Diuretics potentiate the action of curare derivatives and antihypertensive drugs (eg guanethidine, methyldopa, beta-blockers, vasodilators, calcium channel blockers, ACE inhibitors).
The hypokalaemic effect of diuretics can be enhanced by corticosteroids, ACTH, β2 agonists, amphotericin and carbenoxolone.
Dosage of insulin and oral antidiabetics may need to be adjusted.
Hypokalaemia or hypomagnesaemia due to thiazide diuretics may favor digitalis-induced cardiac arrhythmias (see Precautions for use).
The concomitant administration of some non-steroidal anti-inflammatory drugs (eg indomethacin) may reduce the diuretic and antihypertensive activity of diuretics; there have been isolated cases of deterioration of renal function in predisposed patients.

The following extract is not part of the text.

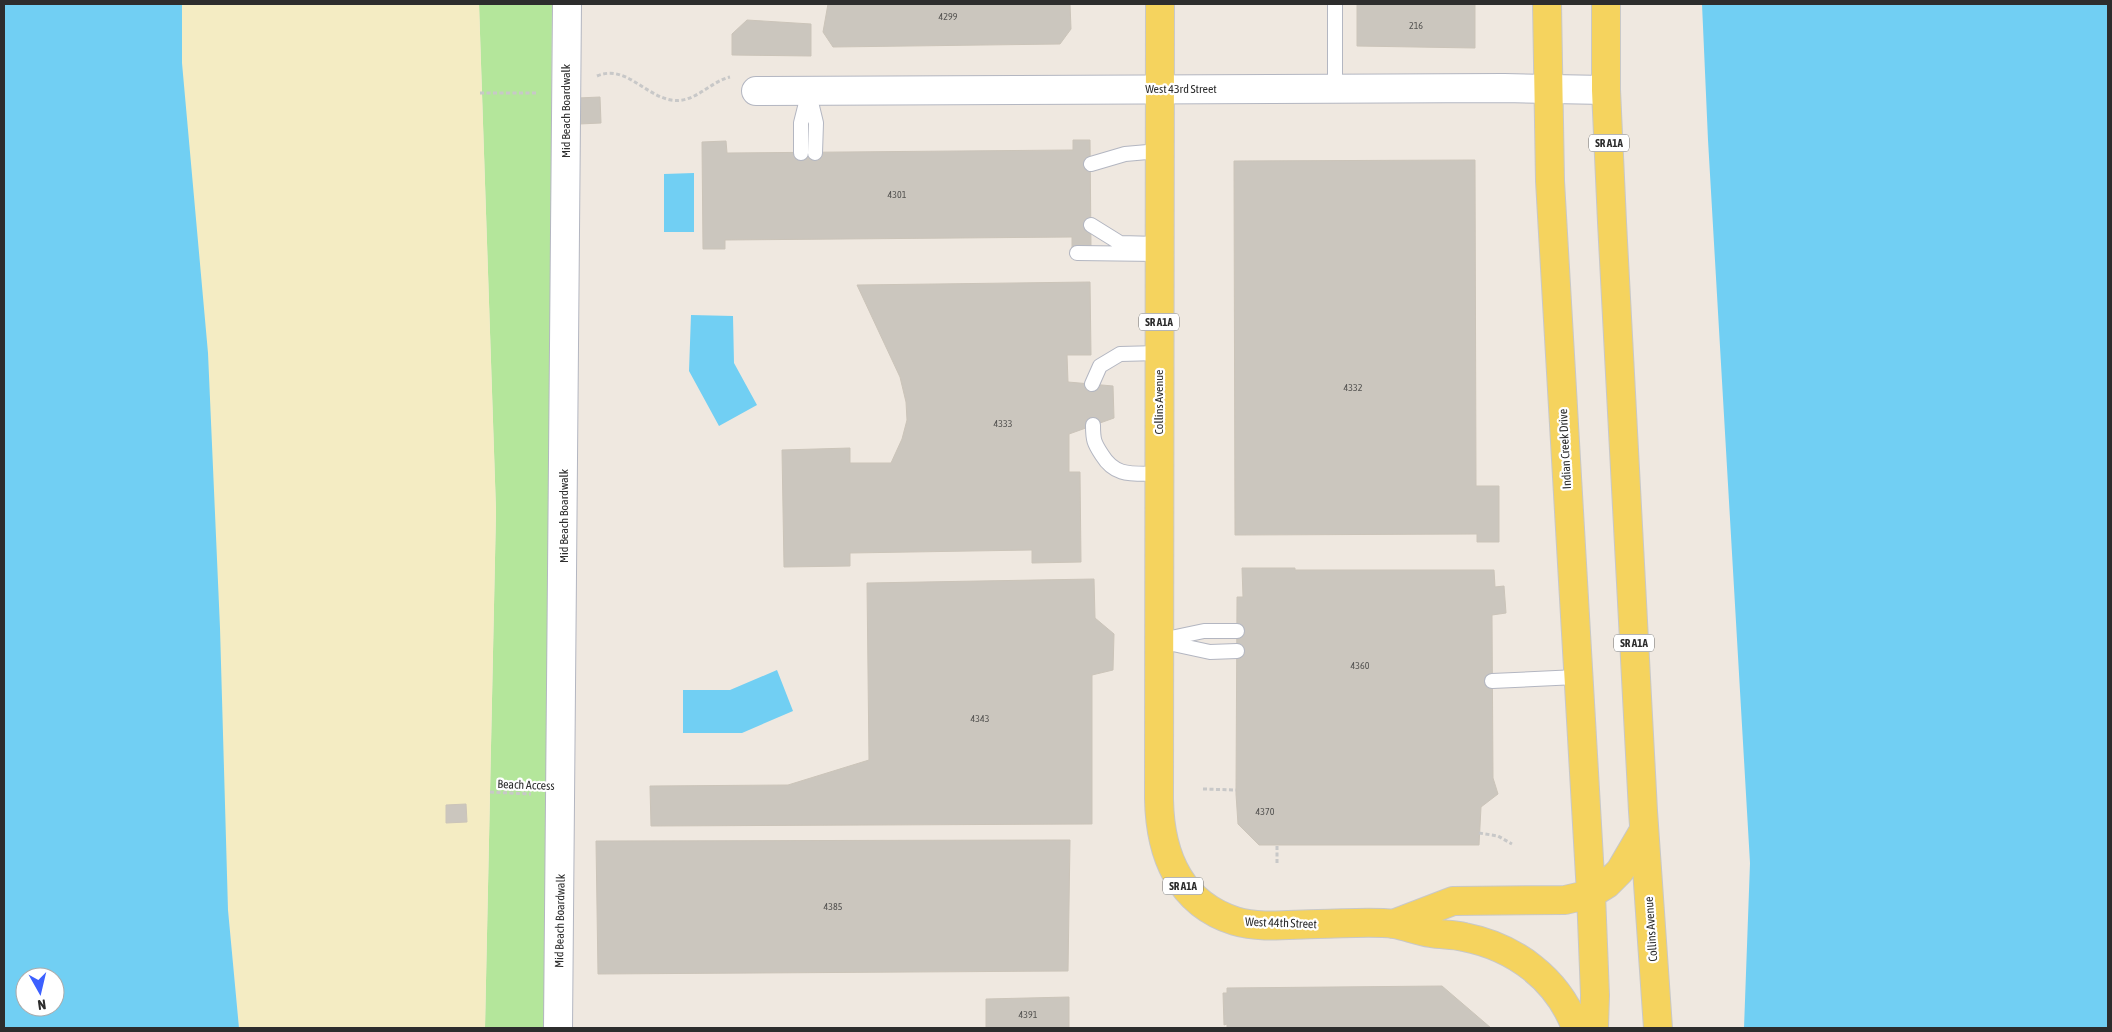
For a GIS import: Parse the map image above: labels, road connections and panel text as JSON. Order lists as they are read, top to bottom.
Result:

Concomitant administration of thiazide diuretics may increase the incidence of hypersensitivity reactions to allopurinol, increase the risk of adverse events caused by amantadine, increase the hyperglycemic effect of diazoxide and reduce renal excretion of cytotoxic agents (eg. cyclophosphamide, methotrexate) and potentiate their myelosuppressive effects.
The bioavailability of thiazide-type diuretics may be increased by anticholinergic agents (e.g. atropine, biperidene), apparently due to a decrease in gastrointestinal motility and stomach emptying rate.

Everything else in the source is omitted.